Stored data

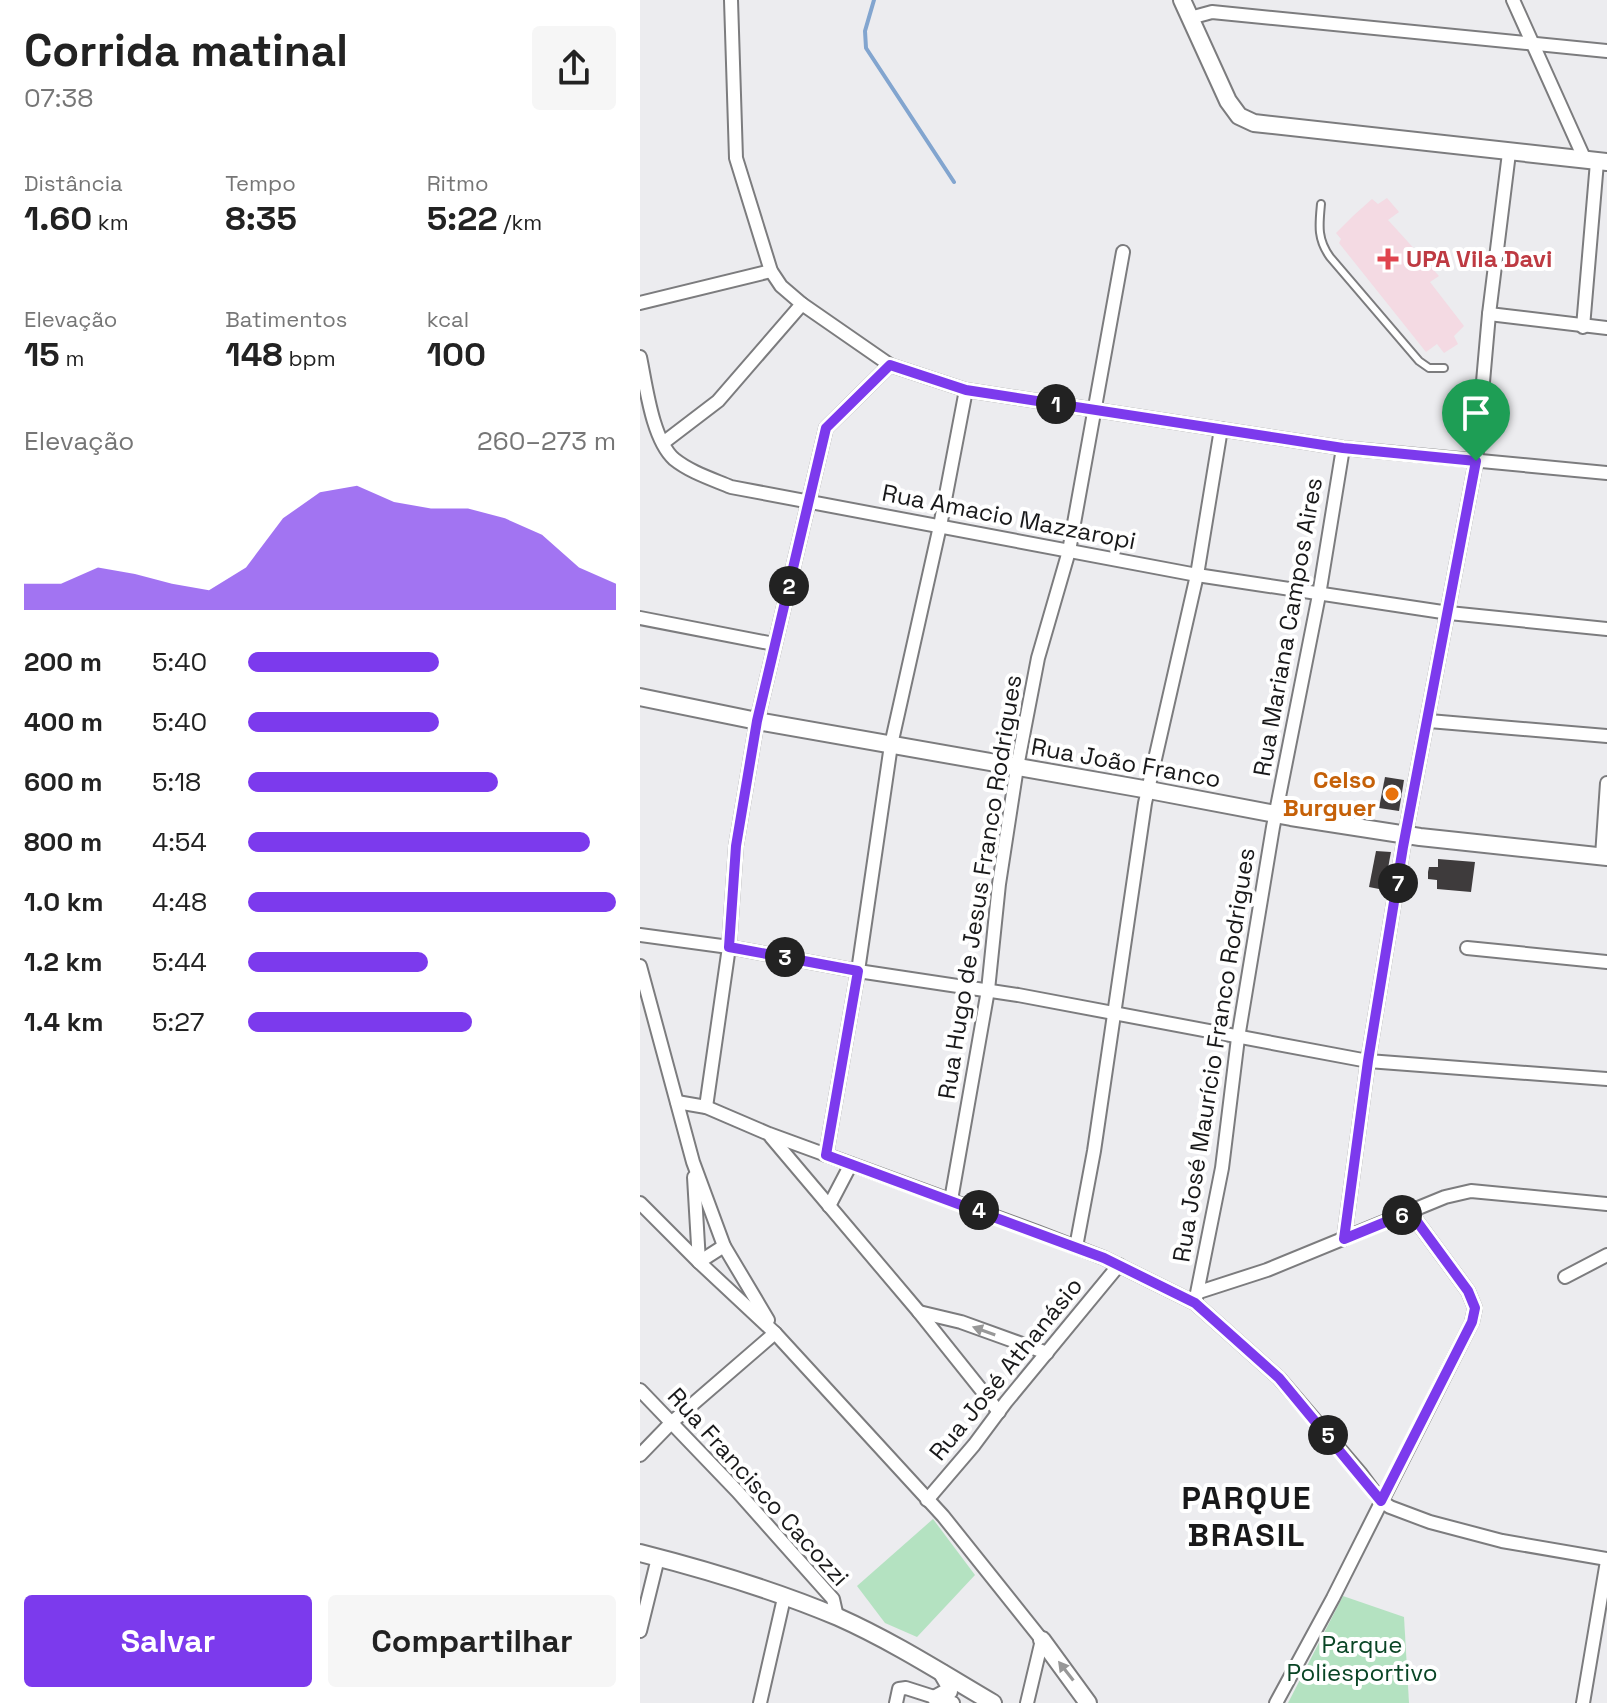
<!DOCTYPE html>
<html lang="pt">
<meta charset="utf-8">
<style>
:root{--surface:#fff;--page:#f6f6f6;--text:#222;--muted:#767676;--accent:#7c3aed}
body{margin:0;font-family:"Space Grotesk",sans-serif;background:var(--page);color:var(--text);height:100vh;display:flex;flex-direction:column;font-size:30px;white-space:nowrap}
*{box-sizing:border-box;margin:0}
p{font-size:26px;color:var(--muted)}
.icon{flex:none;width:44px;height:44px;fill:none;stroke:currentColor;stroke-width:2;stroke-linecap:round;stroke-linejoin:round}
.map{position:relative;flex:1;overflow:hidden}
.details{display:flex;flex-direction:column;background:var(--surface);width:640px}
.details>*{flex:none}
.pin{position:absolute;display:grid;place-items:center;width:68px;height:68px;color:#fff;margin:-82px -34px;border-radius:50% 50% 50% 0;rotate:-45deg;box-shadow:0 0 8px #0007}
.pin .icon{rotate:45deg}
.km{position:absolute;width:40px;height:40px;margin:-20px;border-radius:50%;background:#222;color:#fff;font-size:22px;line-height:40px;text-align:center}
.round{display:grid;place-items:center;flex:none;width:84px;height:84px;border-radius:8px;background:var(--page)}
.overview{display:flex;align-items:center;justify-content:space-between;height:136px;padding:0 24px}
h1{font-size:44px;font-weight:700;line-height:60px}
.metrics{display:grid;grid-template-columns:repeat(3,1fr);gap:12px;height:136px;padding:8px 24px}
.metrics div{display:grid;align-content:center}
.metrics b{font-size:34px;font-weight:700}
.metrics small{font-size:22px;font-weight:400}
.metrics p{font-size:22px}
.chart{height:224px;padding:16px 24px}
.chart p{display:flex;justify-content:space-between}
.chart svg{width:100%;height:144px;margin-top:8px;fill:var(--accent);opacity:.7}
.button{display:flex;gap:16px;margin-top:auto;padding:16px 24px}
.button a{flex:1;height:92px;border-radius:8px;background:var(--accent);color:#fff;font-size:32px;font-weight:700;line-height:92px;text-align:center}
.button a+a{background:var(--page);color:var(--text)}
ul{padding:0 24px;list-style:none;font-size:26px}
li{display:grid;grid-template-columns:128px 96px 1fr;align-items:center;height:60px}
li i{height:20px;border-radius:10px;background:var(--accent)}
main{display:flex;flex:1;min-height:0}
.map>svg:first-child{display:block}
</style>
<main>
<section class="details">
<div class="overview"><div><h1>Corrida matinal</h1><p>07:38</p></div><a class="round"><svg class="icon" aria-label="share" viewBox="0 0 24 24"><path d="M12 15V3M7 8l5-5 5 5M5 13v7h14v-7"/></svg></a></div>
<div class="metrics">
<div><p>Distância</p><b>1.60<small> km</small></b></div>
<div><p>Tempo</p><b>8:35</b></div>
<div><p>Ritmo</p><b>5:22<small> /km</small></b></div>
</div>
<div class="metrics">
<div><p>Elevação</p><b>15<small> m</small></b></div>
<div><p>Batimentos</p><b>148<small> bpm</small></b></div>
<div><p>kcal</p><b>100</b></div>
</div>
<div class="chart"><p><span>Elevação</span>260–273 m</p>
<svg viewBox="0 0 160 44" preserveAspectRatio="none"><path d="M0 44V36L10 36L20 31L30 33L40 36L50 38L60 31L70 16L80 8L90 6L100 11L110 13L120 13L130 16L140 21L150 31L160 36V44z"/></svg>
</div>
<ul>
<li><b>200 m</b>5:40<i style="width:52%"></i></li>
<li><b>400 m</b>5:40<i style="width:52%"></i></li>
<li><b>600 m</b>5:18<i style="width:68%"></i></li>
<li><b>800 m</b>4:54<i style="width:93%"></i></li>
<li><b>1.0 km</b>4:48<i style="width:100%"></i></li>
<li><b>1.2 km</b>5:44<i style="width:49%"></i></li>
<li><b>1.4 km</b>5:27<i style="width:61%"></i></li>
</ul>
<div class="button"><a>Salvar</a><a>Compartilhar</a></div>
</section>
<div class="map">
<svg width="967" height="1703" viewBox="0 0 967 1703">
<rect width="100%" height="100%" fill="#ececef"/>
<polygon fill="#f4dae3" points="747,198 759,212 748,220 799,276 790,282 824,326 814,336 818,344 804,353 797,344 786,352 699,243 701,239 696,233 713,216 732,199 738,204"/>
<g fill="#b4e2c1">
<polygon points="293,1519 335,1575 277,1637 245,1623 217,1586"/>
<polygon points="703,1596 764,1617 769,1703 648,1703"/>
</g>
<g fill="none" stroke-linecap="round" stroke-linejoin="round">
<polyline stroke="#82a5cf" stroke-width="4" points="234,0 225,31 226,48 314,182"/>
</g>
<g fill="#3e3b3c">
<polygon points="745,777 764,780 759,811 739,808"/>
<polygon points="736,851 751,852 744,890 729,887"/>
<polygon points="798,859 835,862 831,892 797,889 797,880 788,879 788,872 789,867 798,867"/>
</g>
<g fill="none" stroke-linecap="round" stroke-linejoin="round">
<g stroke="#7c7c7e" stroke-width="10">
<path id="lane" d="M 681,204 C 679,225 677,239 690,257 L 779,361 L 789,368 L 804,368"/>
</g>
<g stroke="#7c7c7e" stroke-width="16">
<g id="street">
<polyline points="91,0 96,158 131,271 141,286 162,304 250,365 326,390 703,448 967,473"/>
<polyline points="873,0 945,160"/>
<polyline points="550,18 572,12 967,51"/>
<polyline points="0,303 131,271"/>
<polyline points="849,314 967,328"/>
<polyline points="943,327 957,162"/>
<path d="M 0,357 C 6,385 12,439 34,459 C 50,472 72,479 91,487 L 557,575 L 809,613 L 967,629"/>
<polyline points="23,443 78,401 162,304"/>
<polyline points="0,618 134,644"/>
<polyline points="789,721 967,736"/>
<polyline points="962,856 967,783"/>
<polyline points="0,935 89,947 218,971 378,995 728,1061 967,1079"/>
<polyline points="827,948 967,962"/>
<polyline points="0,966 53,1162 84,1246 128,1320"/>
<polyline points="37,1102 66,1107 129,1134 397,1232 464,1258 555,1303 639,1378 721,1474 741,1501 750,1507 790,1522 862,1541 967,1559"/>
<polyline points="66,1107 89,947 96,846 117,721 186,428 250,365"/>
<polyline points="131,1137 279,1312 359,1412"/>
<polyline points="186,1155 218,971 251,745 300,526 326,390"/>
<polyline points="54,1177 59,1262"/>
<polyline points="311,1200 348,990 359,884 377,767 398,658 429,551 483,252"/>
<polyline points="0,1203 59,1262 135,1333 303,1516 402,1640 387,1703"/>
<polyline points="189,1206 211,1164"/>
<polyline points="704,1239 728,1061 763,847 836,461 849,314 869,153"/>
<polyline points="436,1247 454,1151 505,803 557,575 581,429"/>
<polyline points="59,1262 84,1246"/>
<polyline points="925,1277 967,1255"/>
<polyline points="559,1292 627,1270 805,1197 831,1191 967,1204"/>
<polyline points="555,1303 582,1168 598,1038 633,827 679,595 703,448"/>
<polyline points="279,1312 321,1322 407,1353"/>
<polyline points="0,1390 97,1491 193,1599 197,1617"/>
<polyline points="0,1455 32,1422 135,1333"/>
<polyline points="287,1500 334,1445 366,1402 479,1265"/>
<polyline points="0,1631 18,1558"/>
<polyline points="120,1703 144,1598"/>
<polyline points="256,1703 259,1689 266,1688 313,1703"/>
<polyline points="636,1703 693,1598 832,1322 835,1308 828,1291 770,1212"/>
<polyline points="943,1703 967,1561"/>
</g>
</g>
<g stroke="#7c7c7e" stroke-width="20">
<g id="secondary">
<polyline points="542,0 588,101 599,116 614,123 967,162"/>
<polyline points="0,697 117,721 509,790 651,817 780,837 967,857"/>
<path d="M 0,1553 C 67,1570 134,1590 198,1617 C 252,1641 302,1673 353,1703"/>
<polyline points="402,1640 448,1703"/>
<polyline points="296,1698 309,1691 309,1685 302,1673"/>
</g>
</g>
<use href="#lane" stroke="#fff" stroke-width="6"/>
<use href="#street" stroke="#fff" stroke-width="12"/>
<use href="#secondary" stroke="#fff" stroke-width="16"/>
</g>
<defs><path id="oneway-solid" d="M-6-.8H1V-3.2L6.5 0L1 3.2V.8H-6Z" transform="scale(2)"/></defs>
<g fill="#989898">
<use href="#oneway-solid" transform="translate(344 1331) rotate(-160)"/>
<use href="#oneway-solid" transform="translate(426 1671) rotate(-128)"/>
</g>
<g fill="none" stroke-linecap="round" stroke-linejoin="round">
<g stroke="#fff" stroke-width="16">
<polygon id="route" points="250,365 326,390 703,448 836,461 763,847 728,1061 704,1239 770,1212 828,1291 835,1308 832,1322 741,1501 639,1378 555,1303 464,1258 186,1155 218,971 89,947 96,846 117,721 186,428"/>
</g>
<use href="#route" stroke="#7c3aed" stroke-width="10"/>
</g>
<path fill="#e0444e" stroke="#fff" stroke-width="3" d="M744 247h8v8h8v8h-8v8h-8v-8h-8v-8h8z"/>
<circle fill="#e8710a" stroke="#fff" stroke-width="3" cx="752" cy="794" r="8"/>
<g text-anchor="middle" stroke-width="8" stroke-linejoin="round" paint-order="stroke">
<g font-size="24" font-weight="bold" fill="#be3a42" stroke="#fff" text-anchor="start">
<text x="766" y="267">UPA Vila Davi</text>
</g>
<g font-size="24" fill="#19191a" stroke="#fff">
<text transform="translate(369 517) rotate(11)" y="8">Rua Amacio Mazzaropi</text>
<text transform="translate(648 627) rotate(-80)" y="8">Rua Mariana Campos Aires</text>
<text transform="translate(486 763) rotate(10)" y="8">Rua João Franco</text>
<text transform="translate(340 887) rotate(-81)" y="8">Rua Hugo de Jesus Franco Rodrigues</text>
<text transform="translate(574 1055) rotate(-81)" y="8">Rua José Maurício Franco Rodrigues</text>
<text transform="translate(366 1369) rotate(-51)" y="8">Rua José Athanásio</text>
<text transform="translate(118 1487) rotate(48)" y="8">Rua Francisco Cacozzi</text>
</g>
<g font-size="24" font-weight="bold" fill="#c56008" stroke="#fff" text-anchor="end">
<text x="736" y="788">Celso<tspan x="736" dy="28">Burguer</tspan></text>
</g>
<g font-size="24" fill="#094525" stroke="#fff">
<text x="722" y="1653">Parque<tspan x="722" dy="28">Poliesportivo</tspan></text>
</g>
<g font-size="32" font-weight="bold" letter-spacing="2" fill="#19191a" stroke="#fff">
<text x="607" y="1509">PARQUE<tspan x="607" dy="37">BRASIL</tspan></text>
</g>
</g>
</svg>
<div class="pin" style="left:836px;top:461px;background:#1e9e55"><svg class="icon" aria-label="arrive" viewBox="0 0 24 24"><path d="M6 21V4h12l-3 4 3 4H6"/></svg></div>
<b class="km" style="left:416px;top:404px">1</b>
<b class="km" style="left:149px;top:586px">2</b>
<b class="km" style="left:145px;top:957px">3</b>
<b class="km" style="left:339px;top:1210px">4</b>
<b class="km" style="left:688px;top:1435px">5</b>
<b class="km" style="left:762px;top:1215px">6</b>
<b class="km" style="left:758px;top:883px">7</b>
</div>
</main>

# PROBLEM REQUIREMENTS
Look through the data above. Copy every line with the string "absolute" in it.

# ANSWER TO THE PROBLEM
.pin{position:absolute;display:grid;place-items:center;width:68px;height:68px;color:#fff;margin:-82px -34px;border-radius:50% 50% 50% 0;rotate:-45deg;box-shadow:0 0 8px #0007}
.km{position:absolute;width:40px;height:40px;margin:-20px;border-radius:50%;background:#222;color:#fff;font-size:22px;line-height:40px;text-align:center}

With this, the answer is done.